ML minimal project template

The repository presents a minimal structure for ML projects.

The code is structured in multiple steps. Each step, in the form of a python script, can be executed independently of the rest of the pipeline.

The term "pipeline" is used to indicate a sequences of steps.

A code structured this way can be easily integrated with Azure Machine Learning features.

 

  • data

    The folder containing the data and the artefacts in the different processing stages (raw data, prepared data, models, reports, predictions).

  • src

    The script for the different stages (data preparation, model training, model evaluation, prediction, etc.)

  • notebooks

    The exploration notebooks.

 

data

The folder containing the data and the artefacts in the different processing stages (raw data, prepared data, models, reports, predictions).

Raw data is versionned with Git for illustration purposes only. In a real setting data should not be versionning with git and it should be only kept locally or in a cloud storage.

  • 0_raw

    The raw data ingested from sources before any processing.

  • 1_prepared

    The data after being prepared for training. Can typically contain training, validation and testing data sets.

  • 2_model

    The trained model(s).

  • 3_reporting:

    The training or evaluation reports

  • 4_prediction:

    The predictions for testing, evaluation or training data.

 

src

The folder presents a proposition of structure for data.

  • prep.py

    The script for preparing and splitting raw data.

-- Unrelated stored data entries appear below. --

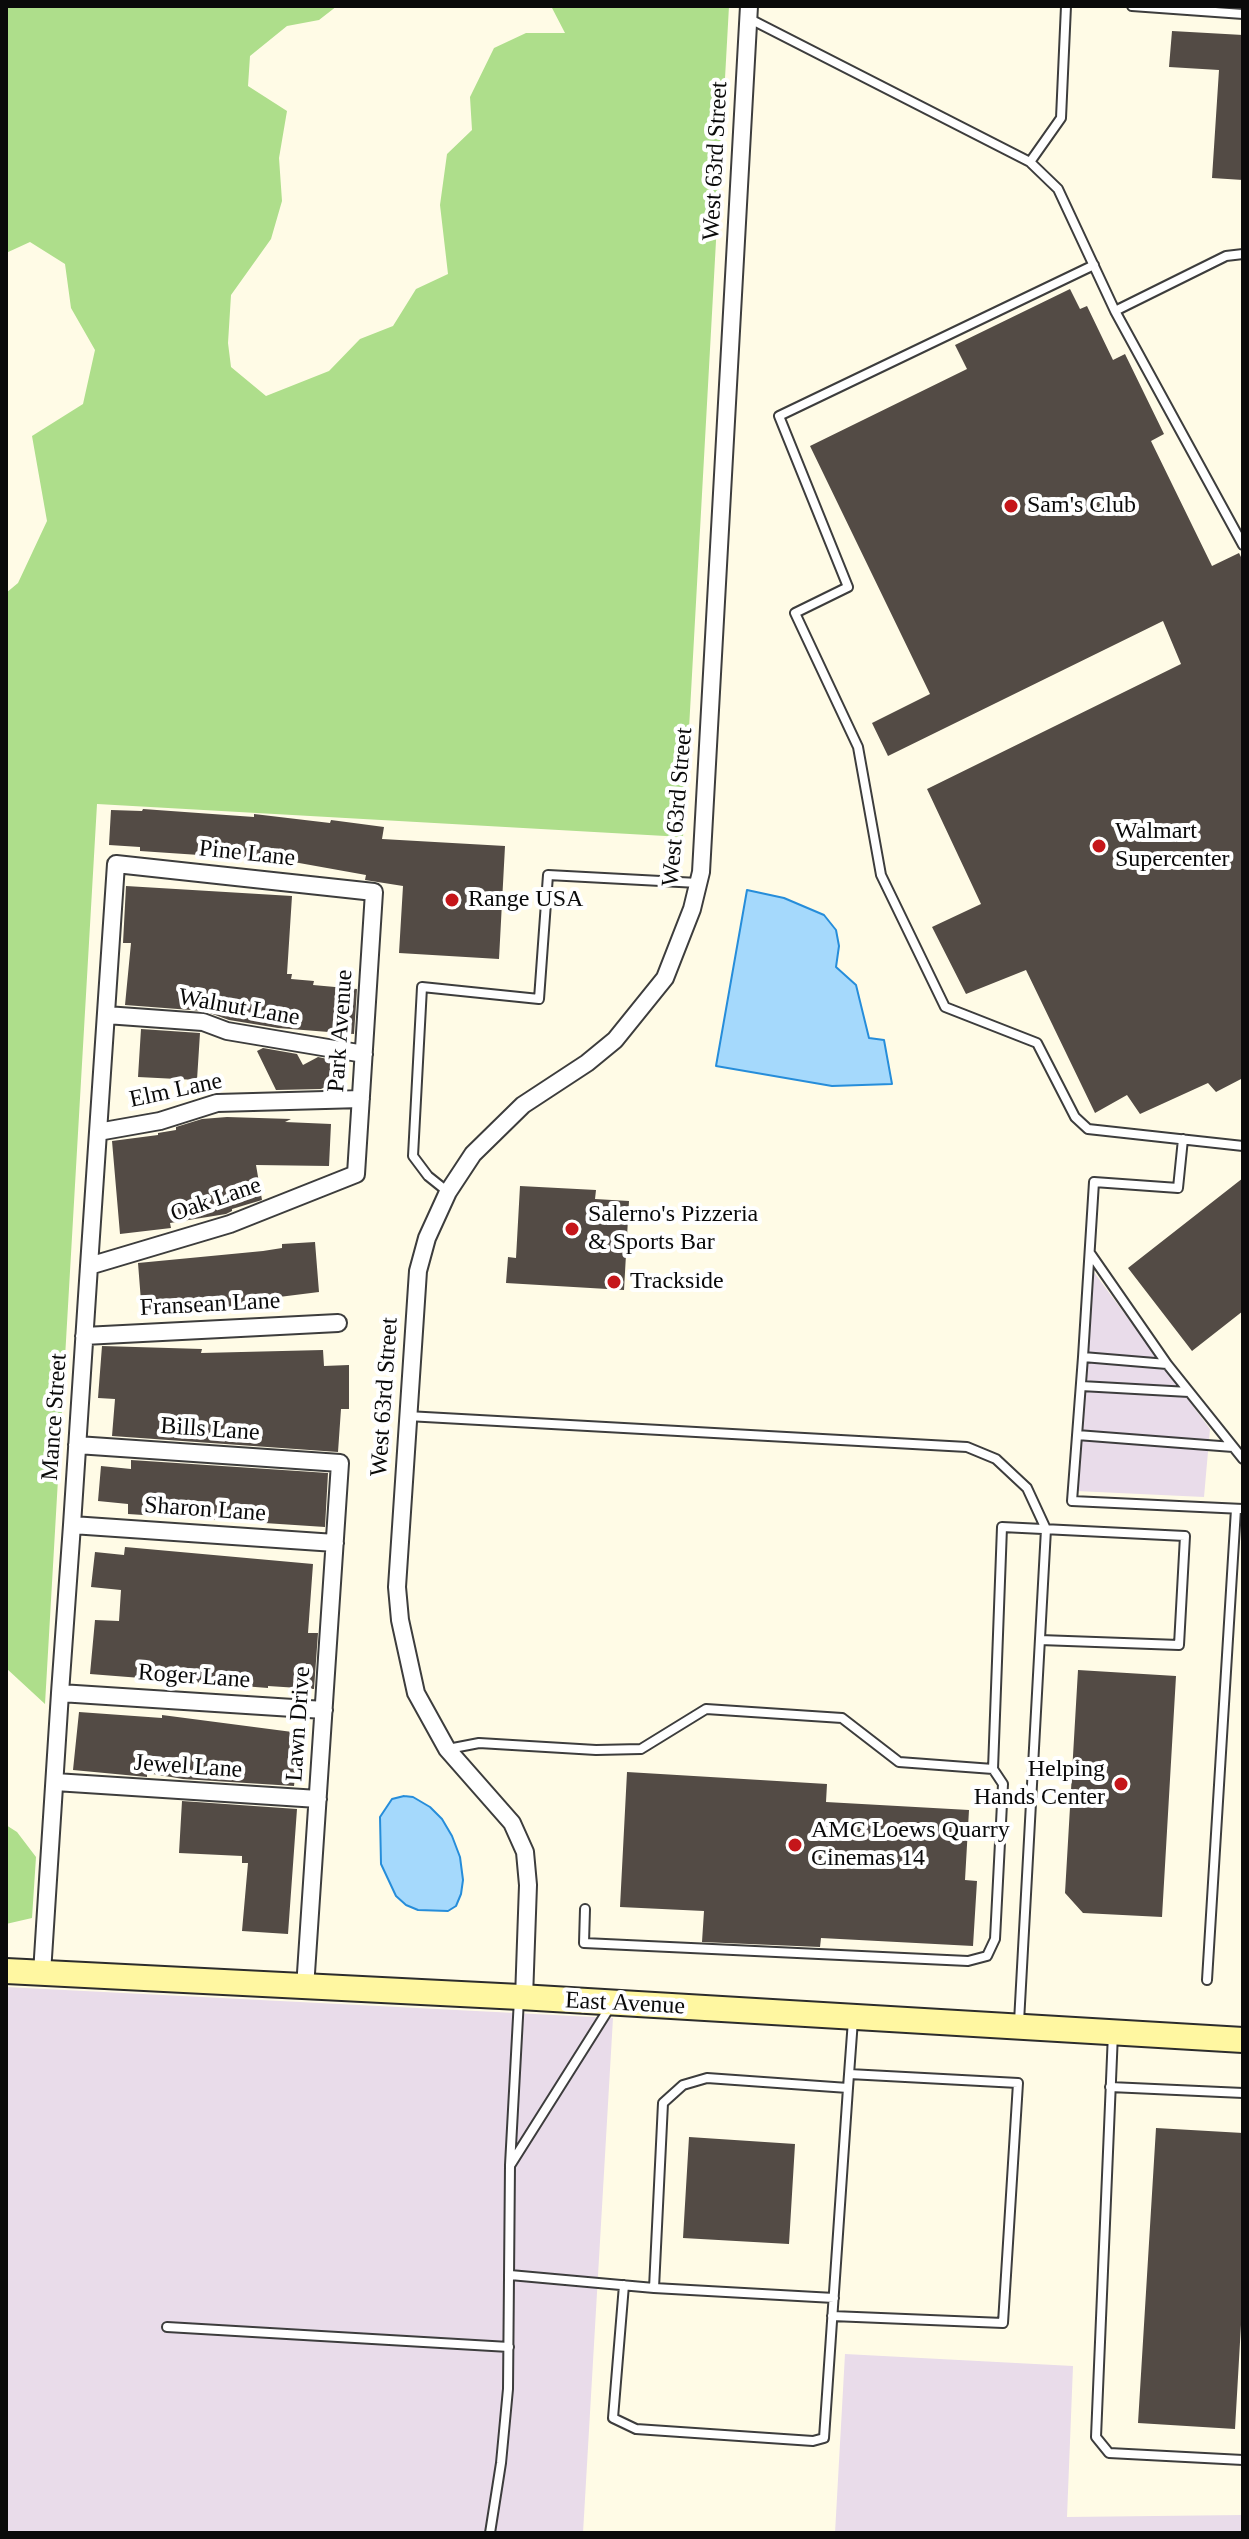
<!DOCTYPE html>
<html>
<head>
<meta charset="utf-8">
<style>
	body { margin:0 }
	#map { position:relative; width:1249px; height:2539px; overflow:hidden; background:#fffbe6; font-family:"Times New Roman",serif }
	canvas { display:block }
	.frame { position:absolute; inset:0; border:8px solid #0a0a0a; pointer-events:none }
</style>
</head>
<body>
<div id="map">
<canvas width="1249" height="2539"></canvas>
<div class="frame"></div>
</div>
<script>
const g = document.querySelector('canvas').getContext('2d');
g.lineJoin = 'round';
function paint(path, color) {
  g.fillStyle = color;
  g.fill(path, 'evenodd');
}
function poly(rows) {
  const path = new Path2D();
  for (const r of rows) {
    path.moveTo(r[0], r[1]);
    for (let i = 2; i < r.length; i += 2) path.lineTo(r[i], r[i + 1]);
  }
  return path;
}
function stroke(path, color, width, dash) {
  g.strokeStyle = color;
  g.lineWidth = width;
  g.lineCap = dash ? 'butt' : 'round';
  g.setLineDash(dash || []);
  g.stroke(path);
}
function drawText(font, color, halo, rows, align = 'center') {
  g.font = font + ' "Times New Roman",serif';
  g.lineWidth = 8;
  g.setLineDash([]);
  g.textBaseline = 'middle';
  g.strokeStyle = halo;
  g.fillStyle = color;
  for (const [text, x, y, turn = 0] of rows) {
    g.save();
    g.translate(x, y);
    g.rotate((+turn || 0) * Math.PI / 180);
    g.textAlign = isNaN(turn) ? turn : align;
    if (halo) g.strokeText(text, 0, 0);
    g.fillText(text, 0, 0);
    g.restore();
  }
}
paint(poly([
	[1093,1271,1210,1429,1204,1497,1076,1491],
	[6,1987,613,2018,583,2533,6,2533],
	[845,2354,1073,2366,1067,2517,1243,2515,1243,2533,835,2533]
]), '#e9dcea');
paint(poly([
	[6,6,337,6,319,20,287,26,250,56,248,86,287,111,279,158,282,201,271,239,231,295,228,343,231,367,266,396,329,371,360,339,393,326,416,289,448,274,440,205,447,154,472,130,470,97,494,48,526,33,565,33,551,6,729,6,683,837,97,804,45,1704,6,1668,6,593,18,583,47,521,32,436,83,404,95,350,71,308,65,264,30,242,6,253],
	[6,1825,17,1832,36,1857,32,1918,6,1924]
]), '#aede8b');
const water = poly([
	[747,890,784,898,824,915,836,930,839,946,836,967,856,985,869,1038,884,1040,892,1084,832,1086,716,1066,747,890],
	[404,1796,413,1797,430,1807,442,1819,452,1836,460,1857,463,1880,461,1894,456,1906,448,1911,418,1910,406,1905,396,1896,381,1864,380,1817,392,1799,404,1796]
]);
paint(water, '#a5d9fc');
stroke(water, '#268dda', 2);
paint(poly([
	[1172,31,1243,35,1243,180,1212,178,1219,70,1169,67],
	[1070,289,1080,309,1087,306,1113,360,1125,354,1164,434,1151,441,1212,566,1239,553,1243,561,1243,1078,1216,1092,1208,1083,1140,1114,1127,1095,1095,1113,1026,970,966,994,932,927,981,904,927,789,1181,664,1163,621,888,756,872,723,930,694,810,446,967,369,955,345],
	[143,809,254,817,254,814,330,823,331,820,384,827,382,839,505,846,499,959,399,953,403,886,365,880,366,875,288,861,140,851,140,847,109,845,111,810,142,811],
	[126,886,292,896,287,974,292,974,291,979,314,981,313,985,357,989,354,1034,278,1028,229,1020,204,1011,125,1005,131,943,123,943],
	[141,1029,200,1033,197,1080,138,1077],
	[263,1048,297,1054,303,1065,318,1057,332,1060,342,1079,321,1089,276,1090,257,1051],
	[227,1117,291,1119,285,1122,331,1124,329,1166,256,1165,262,1200,232,1209,232,1211,226,1214,170,1223,171,1228,120,1234,112,1141,158,1135,158,1133,176,1130,176,1127,202,1119],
	[1243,1178,1243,1311,1192,1351,1128,1268],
	[520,1186,596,1190,595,1199,629,1201,624,1290,506,1283,508,1257,516,1258],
	[315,1242,319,1292,279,1297,280,1300,259,1304,142,1314,138,1263,263,1251,282,1248,282,1244],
	[102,1346,202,1349,201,1353,323,1350,324,1366,349,1365,349,1409,341,1409,338,1452,112,1436,115,1399,98,1398],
	[131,1460,328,1473,325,1527,128,1514,128,1504,98,1501,101,1466,131,1469],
	[125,1547,313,1564,308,1633,318,1633,314,1689,268,1686,268,1688,90,1674,95,1620,119,1621,121,1590,91,1587,95,1552,124,1555],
	[1078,1670,1176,1676,1162,1917,1083,1913,1065,1893],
	[79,1712,162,1718,162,1715,300,1733,294,1786,183,1779,147,1773,147,1777,73,1770],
	[627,1772,827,1784,826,1802,969,1810,965,1880,977,1881,973,1946,821,1938,820,1947,702,1942,704,1911,620,1907],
	[182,1801,297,1809,288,1934,242,1931,248,1863,242,1863,242,1856,179,1853],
	[1156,2128,1243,2133,1243,2290,1235,2429,1138,2423],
	[689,2137,795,2144,789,2244,683,2238]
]), '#534b45');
const lane = poly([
	[1132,6,1243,14],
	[748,18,1030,162,1058,189,1115,311,1243,545],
	[1030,162,1061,118,1066,6],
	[1094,265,779,416,848,587,795,613,858,747,881,875,945,1007,1037,1043,1075,1117,1088,1129,1243,1146],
	[1115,311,1226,256,1243,254],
	[1183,1139,1178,1188,1094,1182,1083,1357,1167,1364,1243,1459],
	[448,1192,428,1176,413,1156,422,987,539,999,548,875,698,883],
	[1090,1253,1167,1364],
	[1083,1357,1072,1501,1243,1509],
	[1081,1386,1189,1392],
	[407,1416,967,1447,996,1459,1027,1488,1046,1529,1019,2022],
	[1077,1435,1233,1447],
	[448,1749,479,1743,596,1750,641,1749,706,1709,842,1718,899,1762,993,1769,1002,1527,1185,1536,1179,1645,1040,1640],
	[585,1909,584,1943,968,1961,987,1956,995,1939,1003,1784,993,1769],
	[1207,1980,1236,1509],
	[1113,2033,1096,2437,1109,2453,1243,2460],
	[1110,2087,1243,2093],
	[511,2164,610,2007],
	[510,2275,654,2288,663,2103,683,2085,707,2078,848,2088,853,2020],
	[624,2285,613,2418,636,2429,813,2441,824,2438,848,2088],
	[654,2288,834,2298],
	[832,2316,1003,2323,1018,2083,849,2074],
	[167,2327,509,2347],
	[490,2533,501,2463,508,2389,510,2165,519,1999]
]);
const street = poly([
	[106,1015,203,1022,227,1031,364,1054],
	[98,1132,160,1121,217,1103,361,1099],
	[84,1336,338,1323],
	[77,1445,340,1463,305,1988],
	[72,1525,335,1543],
	[60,1693,324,1710],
	[55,1782,318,1799],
	[42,1973,60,1693,72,1525,89,1266,116,864,374,892,356,1174,230,1224,89,1266],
	[524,1998,528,1885,525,1852,512,1823,447,1749,416,1693,400,1620,397,1587,418,1271,427,1238,448,1192,473,1154,523,1105,587,1063,615,1040,665,978,692,909,701,872,749,6]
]);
const secondary = poly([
	[6,1971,520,1997,1243,2040]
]);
stroke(lane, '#3d3d3d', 12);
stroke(street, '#3d3d3d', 20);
stroke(secondary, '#2c2c2c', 28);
stroke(lane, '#fff', 8);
stroke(street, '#fff', 16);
stroke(secondary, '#fff7a1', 24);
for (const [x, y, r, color] of [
	[1011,506,8,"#c5161a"],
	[1099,846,8,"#c5161a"],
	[452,900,8,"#c5161a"],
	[572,1229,8,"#c5161a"],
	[614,1282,8,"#c5161a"],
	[1121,1784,8,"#c5161a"],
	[795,1845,8,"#c5161a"]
]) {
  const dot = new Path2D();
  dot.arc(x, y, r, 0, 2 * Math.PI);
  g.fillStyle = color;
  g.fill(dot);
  stroke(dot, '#fff', 3);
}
drawText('24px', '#0a0a0a', '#fff', [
	["West 63rd Street",716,161,-87],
	["West 63rd Street",678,807,-85],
	["Pine Lane",247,854,6],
	["Walnut Lane",239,1008,10],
	["Park Avenue",341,1031,-86],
	["Elm Lane",176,1091,-12],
	["Oak Lane",216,1200,-19],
	["Fransean Lane",210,1305,-3],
	["West 63rd Street",385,1397,-86],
	["Mance Street",55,1417,-86],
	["Bills Lane",210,1430,4],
	["Sharon Lane",205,1510,4],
	["Roger Lane",194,1677,4],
	["Lawn Drive",299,1724,-86],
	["Jewel Lane",188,1767,4],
	["East Avenue",625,2004,3]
]);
drawText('24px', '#0a0a0a', '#fff', [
	["Sam's Club",1027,506],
	["Walmart",1115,832],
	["Supercenter",1115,860],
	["Range USA",468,900],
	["Salerno's Pizzeria",588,1215],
	["& Sports Bar",588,1243],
	["Trackside",630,1282],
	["Helping",1105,1770,"right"],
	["Hands Center",1105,1798,"right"],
	["AMC Loews Quarry",811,1831],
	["Cinemas 14",811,1859]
], 'left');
</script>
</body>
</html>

    python src/prep.py --raw_data "data/0_raw" --prepared_data "data/1_prepared"

  • train.py

    The script for training and saving the model.

    python src/train.py --prepared_data "data/1_prepared" --model_output "data/2_model" --score_report "data/3_reports"

  • evaluate.py

    The script for model evaluation.

    python src/evaluate.py --prepared_data "data/1_prepared" --model_input "data/2_model" --score_report "data/3_reports" --predictions "data/4_predictions"

    All this environment need a compute to be used. The compute should be attached to the user.